> WORK TO BE COMPLETED
Set down exactly the lines below, starting at the one that contains "width:45px; height:45px; display:grid;" and ending at the one that contains "font-size:16px; font-weight:400; color:#767676", with both of those lines included and nothing else.

> RECORDS FOR THIS TASK

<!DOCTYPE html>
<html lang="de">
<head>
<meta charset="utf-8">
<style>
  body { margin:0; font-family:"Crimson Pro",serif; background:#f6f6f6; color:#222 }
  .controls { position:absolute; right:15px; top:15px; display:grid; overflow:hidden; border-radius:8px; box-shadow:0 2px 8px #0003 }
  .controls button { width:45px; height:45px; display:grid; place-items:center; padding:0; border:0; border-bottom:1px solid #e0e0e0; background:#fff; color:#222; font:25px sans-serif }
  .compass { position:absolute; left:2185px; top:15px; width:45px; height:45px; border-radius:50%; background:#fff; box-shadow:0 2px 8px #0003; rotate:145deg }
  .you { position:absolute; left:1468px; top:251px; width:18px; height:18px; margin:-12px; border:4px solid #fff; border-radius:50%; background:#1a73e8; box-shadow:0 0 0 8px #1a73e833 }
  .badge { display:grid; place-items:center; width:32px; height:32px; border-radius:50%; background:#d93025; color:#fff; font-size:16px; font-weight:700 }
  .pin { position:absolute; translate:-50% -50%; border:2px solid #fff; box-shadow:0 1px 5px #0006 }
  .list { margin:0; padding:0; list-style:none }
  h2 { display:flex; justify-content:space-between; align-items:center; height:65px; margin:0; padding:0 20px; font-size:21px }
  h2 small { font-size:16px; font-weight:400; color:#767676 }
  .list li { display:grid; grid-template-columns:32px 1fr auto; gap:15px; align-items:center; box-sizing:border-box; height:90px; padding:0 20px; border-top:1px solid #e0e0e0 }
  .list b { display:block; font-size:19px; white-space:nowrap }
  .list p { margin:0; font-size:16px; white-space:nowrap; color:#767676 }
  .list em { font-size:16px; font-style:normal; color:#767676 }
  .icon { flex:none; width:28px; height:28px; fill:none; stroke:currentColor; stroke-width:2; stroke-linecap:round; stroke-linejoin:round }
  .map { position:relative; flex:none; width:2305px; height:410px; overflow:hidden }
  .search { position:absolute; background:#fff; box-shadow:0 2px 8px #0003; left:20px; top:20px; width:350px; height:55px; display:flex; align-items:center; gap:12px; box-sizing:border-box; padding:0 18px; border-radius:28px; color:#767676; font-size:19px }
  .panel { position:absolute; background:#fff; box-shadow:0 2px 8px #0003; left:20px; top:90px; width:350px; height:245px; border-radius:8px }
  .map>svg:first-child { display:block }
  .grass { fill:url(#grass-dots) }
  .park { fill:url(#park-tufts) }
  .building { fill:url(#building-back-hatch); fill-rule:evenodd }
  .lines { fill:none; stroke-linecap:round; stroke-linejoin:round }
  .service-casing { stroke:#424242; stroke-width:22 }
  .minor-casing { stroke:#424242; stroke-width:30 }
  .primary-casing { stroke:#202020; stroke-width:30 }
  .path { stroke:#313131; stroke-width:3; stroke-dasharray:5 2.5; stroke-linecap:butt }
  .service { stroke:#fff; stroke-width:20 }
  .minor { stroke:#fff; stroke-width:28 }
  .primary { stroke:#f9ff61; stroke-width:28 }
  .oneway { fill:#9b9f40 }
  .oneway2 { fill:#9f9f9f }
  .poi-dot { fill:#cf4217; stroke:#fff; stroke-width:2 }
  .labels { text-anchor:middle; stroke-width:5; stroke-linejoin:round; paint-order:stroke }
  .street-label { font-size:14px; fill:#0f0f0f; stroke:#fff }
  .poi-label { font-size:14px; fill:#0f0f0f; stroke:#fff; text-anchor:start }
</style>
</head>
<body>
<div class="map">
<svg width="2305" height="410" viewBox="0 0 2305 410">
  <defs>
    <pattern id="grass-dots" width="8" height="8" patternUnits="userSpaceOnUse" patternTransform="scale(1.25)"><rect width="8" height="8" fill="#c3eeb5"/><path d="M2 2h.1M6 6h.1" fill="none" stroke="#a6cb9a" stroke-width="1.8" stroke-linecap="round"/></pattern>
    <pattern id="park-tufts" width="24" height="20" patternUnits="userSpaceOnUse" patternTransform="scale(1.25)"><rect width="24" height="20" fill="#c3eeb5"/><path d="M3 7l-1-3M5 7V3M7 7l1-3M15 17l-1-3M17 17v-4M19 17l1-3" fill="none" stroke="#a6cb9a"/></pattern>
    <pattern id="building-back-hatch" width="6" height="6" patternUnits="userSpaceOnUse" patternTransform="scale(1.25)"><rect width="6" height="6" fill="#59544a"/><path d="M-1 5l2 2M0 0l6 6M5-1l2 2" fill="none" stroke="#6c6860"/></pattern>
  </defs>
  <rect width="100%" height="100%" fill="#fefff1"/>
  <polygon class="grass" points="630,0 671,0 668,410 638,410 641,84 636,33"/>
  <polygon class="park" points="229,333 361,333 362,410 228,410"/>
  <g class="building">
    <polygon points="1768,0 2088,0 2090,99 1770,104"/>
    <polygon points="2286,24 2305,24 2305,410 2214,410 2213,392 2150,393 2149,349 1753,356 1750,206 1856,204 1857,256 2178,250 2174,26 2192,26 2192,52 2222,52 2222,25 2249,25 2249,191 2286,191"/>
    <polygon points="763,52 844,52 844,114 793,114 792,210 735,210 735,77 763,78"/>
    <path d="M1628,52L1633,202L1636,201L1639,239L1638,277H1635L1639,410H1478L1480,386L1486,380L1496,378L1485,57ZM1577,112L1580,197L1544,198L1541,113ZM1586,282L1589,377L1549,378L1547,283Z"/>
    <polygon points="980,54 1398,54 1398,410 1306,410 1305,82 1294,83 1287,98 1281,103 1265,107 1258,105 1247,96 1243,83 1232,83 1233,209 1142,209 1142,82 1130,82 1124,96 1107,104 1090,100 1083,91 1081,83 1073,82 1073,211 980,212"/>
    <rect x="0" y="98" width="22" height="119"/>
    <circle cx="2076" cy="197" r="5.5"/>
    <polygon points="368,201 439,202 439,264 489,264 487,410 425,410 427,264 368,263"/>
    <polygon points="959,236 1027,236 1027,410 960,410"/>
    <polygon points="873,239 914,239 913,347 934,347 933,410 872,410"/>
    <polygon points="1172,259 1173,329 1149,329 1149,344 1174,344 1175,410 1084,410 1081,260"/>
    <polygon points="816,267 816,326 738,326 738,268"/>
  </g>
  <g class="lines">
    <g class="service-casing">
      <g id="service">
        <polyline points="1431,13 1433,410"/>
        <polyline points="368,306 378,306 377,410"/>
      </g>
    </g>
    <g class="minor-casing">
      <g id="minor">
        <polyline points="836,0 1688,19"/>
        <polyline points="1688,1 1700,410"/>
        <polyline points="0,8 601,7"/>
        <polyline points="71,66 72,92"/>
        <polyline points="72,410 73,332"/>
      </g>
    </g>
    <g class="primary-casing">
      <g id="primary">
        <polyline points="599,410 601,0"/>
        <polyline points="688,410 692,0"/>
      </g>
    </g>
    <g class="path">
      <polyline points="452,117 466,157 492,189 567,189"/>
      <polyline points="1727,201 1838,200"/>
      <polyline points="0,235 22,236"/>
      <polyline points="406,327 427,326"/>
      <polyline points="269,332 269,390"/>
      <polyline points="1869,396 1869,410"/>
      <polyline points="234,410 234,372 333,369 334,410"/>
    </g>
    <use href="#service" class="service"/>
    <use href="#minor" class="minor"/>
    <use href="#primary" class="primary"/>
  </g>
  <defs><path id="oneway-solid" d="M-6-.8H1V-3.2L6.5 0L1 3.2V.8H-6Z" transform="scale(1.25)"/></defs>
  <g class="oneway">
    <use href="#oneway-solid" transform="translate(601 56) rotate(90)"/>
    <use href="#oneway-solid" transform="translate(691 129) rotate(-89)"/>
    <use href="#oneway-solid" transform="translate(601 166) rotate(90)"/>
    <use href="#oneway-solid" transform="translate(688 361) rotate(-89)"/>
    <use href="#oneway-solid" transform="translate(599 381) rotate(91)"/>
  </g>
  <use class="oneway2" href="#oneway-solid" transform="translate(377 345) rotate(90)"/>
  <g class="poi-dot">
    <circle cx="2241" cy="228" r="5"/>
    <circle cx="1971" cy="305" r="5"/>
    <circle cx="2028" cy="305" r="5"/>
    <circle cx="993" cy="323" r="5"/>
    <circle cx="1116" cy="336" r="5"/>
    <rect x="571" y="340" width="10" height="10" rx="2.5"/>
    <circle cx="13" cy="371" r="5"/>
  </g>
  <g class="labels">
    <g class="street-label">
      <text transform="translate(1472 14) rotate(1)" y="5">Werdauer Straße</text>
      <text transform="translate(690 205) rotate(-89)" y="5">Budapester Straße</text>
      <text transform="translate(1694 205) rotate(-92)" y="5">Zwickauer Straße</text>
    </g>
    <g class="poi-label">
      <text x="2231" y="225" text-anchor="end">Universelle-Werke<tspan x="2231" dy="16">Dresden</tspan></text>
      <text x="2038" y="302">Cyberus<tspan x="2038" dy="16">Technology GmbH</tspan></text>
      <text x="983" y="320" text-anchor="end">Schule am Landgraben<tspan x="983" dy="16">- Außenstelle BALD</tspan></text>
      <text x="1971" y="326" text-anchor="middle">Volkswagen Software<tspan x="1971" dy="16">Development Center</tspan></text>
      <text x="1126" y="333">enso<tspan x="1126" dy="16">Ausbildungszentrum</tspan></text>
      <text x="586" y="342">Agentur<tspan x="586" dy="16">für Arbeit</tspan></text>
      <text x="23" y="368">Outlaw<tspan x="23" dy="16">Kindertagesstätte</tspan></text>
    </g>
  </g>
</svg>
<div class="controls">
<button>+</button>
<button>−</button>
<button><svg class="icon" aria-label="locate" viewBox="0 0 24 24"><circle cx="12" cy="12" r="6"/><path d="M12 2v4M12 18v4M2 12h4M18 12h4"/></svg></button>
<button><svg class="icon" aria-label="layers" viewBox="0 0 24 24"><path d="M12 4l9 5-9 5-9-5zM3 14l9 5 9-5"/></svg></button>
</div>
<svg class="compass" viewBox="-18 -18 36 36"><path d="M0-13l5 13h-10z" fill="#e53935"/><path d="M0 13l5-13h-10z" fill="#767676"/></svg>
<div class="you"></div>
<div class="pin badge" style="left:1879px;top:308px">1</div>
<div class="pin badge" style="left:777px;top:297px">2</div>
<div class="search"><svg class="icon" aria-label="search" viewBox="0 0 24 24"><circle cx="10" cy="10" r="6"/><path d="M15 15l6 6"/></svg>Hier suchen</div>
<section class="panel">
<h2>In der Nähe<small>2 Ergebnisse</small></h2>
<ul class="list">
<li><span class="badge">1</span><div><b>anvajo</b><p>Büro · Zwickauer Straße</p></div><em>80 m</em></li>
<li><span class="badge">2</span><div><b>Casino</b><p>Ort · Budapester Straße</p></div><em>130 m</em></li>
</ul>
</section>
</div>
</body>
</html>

> EXERCISE RESPONSE
  .controls button { width:45px; height:45px; display:grid; place-items:center; padding:0; border:0; border-bottom:1px solid #e0e0e0; background:#fff; color:#222; font:25px sans-serif }
  .compass { position:absolute; left:2185px; top:15px; width:45px; height:45px; border-radius:50%; background:#fff; box-shadow:0 2px 8px #0003; rotate:145deg }
  .you { position:absolute; left:1468px; top:251px; width:18px; height:18px; margin:-12px; border:4px solid #fff; border-radius:50%; background:#1a73e8; box-shadow:0 0 0 8px #1a73e833 }
  .badge { display:grid; place-items:center; width:32px; height:32px; border-radius:50%; background:#d93025; color:#fff; font-size:16px; font-weight:700 }
  .pin { position:absolute; translate:-50% -50%; border:2px solid #fff; box-shadow:0 1px 5px #0006 }
  .list { margin:0; padding:0; list-style:none }
  h2 { display:flex; justify-content:space-between; align-items:center; height:65px; margin:0; padding:0 20px; font-size:21px }
  h2 small { font-size:16px; font-weight:400; color:#767676 }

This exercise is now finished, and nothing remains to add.